Your goal> Retype the records below exactly as they appear, but leave out any pictures.

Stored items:
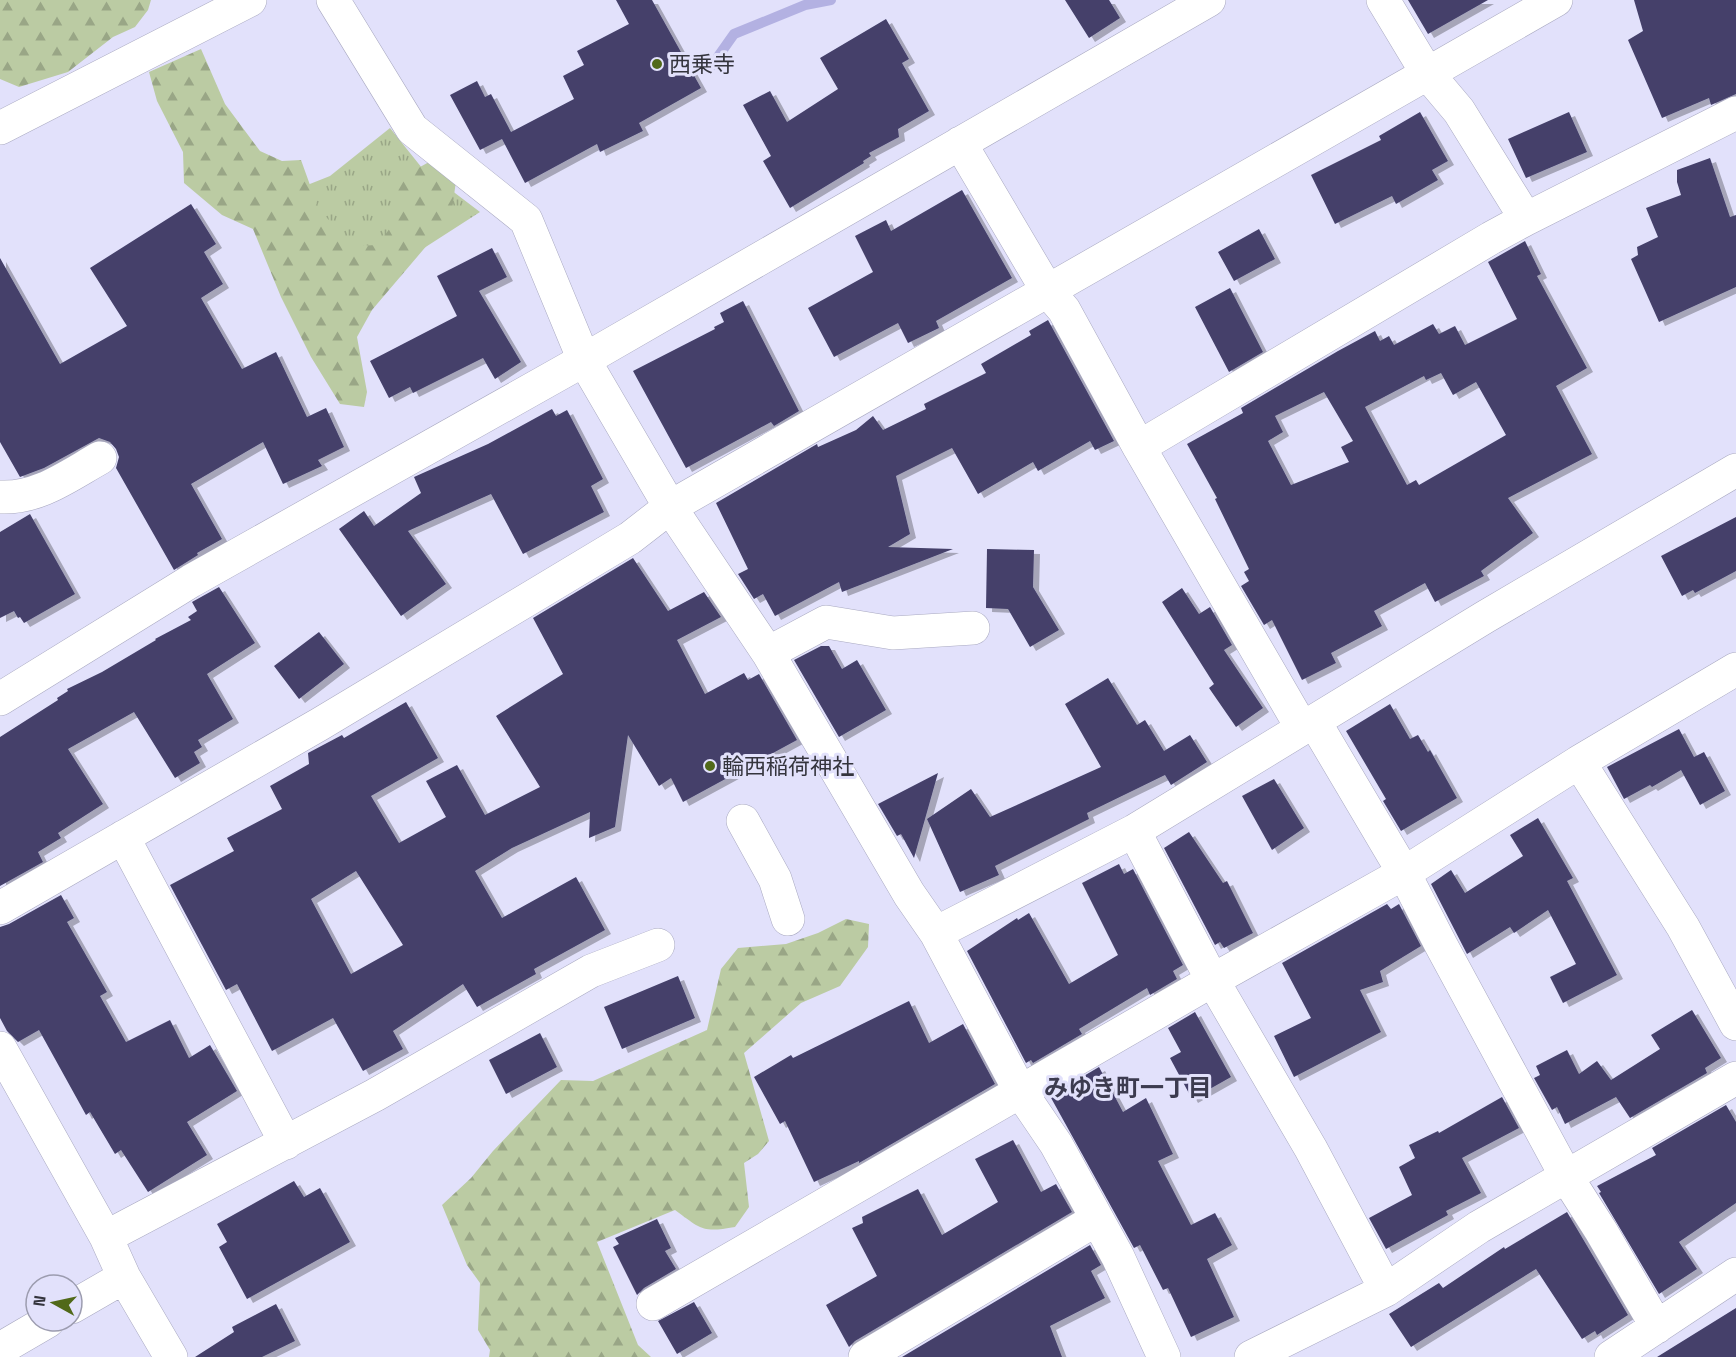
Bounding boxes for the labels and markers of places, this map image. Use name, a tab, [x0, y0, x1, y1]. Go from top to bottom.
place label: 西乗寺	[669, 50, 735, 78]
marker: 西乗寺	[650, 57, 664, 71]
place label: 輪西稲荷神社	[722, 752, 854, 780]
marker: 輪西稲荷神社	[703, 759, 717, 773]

Expected output>
Bounding boxes for the labels and markers of places, this map image. Use name, a tab, [x0, y0, x1, y1]. Go from top to bottom.
place label: 西乗寺	[669, 50, 735, 78]
marker: 西乗寺	[650, 57, 664, 71]
place label: 輪西稲荷神社	[722, 752, 854, 780]
marker: 輪西稲荷神社	[703, 759, 717, 773]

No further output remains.